START Material for this exercise

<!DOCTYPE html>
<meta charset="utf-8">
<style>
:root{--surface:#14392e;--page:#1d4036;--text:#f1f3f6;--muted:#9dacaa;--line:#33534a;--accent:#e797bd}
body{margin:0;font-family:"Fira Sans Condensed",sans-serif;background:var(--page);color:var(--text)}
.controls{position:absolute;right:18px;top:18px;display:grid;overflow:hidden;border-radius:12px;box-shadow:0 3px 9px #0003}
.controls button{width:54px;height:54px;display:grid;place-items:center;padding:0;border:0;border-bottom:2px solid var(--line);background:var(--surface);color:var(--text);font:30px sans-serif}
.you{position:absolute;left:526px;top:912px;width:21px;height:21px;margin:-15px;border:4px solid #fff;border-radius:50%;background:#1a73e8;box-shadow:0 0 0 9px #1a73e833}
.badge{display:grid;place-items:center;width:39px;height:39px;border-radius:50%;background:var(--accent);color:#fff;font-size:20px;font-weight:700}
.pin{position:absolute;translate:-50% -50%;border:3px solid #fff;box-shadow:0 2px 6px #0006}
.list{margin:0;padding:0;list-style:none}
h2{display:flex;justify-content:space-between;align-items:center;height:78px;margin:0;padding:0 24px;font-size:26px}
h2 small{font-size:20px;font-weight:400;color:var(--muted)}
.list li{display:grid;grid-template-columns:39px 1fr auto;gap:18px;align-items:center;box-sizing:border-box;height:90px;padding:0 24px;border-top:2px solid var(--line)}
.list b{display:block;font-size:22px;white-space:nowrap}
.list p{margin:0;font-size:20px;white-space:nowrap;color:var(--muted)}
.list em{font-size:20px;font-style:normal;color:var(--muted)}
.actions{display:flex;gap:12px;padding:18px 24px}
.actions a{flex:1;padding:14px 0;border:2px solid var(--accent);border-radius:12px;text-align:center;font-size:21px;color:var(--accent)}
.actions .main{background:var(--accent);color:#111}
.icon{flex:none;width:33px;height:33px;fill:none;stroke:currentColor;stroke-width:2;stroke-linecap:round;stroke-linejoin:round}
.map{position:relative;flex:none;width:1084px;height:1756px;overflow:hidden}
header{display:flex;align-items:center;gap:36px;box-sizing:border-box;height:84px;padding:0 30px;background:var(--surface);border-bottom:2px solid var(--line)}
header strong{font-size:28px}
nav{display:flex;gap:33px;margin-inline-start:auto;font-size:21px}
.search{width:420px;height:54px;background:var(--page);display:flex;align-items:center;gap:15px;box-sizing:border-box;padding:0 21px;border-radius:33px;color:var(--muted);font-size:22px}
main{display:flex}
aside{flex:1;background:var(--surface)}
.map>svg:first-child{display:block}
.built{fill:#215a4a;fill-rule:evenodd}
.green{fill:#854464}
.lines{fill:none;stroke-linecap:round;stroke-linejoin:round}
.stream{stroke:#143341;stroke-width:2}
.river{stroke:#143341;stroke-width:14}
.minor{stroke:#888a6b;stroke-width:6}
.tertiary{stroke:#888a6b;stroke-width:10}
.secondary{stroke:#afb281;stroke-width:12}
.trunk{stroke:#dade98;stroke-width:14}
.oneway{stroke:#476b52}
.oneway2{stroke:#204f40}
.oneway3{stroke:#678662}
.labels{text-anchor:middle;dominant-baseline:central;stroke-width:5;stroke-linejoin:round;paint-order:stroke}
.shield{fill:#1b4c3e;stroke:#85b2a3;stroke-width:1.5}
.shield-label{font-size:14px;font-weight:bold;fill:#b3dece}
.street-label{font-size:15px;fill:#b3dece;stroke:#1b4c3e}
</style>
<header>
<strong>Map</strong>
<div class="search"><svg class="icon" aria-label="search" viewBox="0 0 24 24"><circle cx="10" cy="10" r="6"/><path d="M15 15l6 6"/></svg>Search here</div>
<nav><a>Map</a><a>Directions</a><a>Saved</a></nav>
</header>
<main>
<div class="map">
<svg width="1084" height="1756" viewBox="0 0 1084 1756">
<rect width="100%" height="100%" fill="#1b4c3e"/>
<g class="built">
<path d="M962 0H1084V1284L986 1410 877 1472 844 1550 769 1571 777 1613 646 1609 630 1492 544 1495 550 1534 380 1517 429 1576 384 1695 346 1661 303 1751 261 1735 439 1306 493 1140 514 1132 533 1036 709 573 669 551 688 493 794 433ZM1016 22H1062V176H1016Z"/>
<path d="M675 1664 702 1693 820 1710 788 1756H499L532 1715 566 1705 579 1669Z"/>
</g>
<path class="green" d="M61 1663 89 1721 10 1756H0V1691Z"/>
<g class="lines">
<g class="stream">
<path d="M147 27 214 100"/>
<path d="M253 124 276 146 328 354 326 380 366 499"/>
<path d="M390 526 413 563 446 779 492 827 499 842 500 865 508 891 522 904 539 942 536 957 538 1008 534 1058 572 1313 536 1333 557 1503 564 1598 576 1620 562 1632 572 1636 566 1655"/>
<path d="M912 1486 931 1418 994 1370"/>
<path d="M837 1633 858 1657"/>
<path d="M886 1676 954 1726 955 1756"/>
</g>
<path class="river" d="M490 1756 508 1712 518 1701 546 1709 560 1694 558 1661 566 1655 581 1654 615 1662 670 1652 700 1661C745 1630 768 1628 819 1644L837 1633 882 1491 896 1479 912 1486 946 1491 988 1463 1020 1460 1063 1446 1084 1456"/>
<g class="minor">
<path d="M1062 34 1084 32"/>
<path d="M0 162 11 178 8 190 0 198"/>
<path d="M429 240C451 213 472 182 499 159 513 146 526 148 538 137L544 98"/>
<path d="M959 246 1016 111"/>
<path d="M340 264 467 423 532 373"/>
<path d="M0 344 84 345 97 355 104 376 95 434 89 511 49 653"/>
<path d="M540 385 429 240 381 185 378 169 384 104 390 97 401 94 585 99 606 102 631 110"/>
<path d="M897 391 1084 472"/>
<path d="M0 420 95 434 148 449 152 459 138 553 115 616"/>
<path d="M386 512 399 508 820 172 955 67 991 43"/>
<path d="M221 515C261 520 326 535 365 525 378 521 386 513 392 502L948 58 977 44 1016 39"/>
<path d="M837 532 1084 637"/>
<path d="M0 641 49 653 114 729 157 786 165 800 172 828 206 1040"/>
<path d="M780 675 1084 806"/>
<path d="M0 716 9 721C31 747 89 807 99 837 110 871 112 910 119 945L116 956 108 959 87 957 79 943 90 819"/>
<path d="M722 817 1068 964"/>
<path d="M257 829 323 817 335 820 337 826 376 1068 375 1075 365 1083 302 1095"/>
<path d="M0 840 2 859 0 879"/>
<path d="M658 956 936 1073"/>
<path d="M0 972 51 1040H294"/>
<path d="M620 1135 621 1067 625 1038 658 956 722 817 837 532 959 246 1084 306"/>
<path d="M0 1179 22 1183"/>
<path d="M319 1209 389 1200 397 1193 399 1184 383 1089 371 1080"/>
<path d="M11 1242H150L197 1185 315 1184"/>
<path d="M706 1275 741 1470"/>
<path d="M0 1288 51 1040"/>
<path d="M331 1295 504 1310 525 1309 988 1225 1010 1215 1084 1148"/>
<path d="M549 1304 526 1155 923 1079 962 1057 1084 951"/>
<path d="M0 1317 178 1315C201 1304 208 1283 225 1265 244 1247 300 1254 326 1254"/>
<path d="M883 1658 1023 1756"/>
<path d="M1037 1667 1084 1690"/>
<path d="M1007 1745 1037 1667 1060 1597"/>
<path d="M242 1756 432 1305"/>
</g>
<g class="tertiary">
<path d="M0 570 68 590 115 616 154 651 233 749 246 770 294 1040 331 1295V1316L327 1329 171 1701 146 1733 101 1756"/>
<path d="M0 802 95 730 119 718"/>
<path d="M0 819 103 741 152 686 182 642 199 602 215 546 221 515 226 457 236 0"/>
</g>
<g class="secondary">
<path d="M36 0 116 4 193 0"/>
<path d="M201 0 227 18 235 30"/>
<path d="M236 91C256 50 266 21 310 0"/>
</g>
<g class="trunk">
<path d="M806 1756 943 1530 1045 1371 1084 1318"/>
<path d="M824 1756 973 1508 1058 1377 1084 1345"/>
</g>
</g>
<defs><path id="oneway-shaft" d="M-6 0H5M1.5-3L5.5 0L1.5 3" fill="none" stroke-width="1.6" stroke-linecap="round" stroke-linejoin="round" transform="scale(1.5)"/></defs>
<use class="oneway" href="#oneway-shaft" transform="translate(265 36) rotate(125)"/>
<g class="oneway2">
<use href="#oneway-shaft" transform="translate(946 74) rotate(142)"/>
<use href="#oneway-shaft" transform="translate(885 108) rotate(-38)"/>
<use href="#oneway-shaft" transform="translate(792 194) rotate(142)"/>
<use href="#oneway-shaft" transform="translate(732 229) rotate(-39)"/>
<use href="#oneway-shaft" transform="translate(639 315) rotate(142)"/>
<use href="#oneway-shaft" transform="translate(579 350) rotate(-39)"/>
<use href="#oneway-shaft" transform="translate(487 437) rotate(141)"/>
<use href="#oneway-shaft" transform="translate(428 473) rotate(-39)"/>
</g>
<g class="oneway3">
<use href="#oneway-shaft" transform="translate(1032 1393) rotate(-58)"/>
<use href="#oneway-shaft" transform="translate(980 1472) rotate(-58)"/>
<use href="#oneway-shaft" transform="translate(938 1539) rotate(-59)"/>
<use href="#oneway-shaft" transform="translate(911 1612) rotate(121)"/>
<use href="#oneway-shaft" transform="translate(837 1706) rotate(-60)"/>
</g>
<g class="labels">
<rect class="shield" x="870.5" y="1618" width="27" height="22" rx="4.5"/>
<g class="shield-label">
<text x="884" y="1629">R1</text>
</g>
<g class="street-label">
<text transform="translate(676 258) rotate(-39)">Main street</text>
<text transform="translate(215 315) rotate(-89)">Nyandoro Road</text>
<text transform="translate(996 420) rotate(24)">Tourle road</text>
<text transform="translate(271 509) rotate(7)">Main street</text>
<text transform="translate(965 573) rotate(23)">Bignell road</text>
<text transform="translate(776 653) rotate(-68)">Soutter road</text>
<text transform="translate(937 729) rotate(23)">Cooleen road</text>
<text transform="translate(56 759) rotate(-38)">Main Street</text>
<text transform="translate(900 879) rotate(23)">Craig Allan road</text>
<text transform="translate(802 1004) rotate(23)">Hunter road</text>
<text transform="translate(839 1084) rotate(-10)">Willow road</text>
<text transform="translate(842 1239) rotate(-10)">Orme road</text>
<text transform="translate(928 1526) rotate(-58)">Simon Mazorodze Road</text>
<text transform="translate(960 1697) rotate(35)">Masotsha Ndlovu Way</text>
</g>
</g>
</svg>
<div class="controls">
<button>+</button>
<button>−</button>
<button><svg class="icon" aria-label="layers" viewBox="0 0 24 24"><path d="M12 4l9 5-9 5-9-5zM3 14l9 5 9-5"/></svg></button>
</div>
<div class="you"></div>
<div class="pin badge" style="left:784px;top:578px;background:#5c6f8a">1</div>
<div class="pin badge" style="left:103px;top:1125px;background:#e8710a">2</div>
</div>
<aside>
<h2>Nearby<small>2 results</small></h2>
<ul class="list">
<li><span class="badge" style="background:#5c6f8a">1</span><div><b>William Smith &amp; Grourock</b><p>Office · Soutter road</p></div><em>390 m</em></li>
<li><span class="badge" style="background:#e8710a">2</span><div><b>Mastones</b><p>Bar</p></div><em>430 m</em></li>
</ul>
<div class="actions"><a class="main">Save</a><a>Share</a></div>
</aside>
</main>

END Material for this exercise

Among the lines above, find those containing the word "white" and copy each.

■ Solution to this exercise ■
.list b{display:block;font-size:22px;white-space:nowrap}
.list p{margin:0;font-size:20px;white-space:nowrap;color:var(--muted)}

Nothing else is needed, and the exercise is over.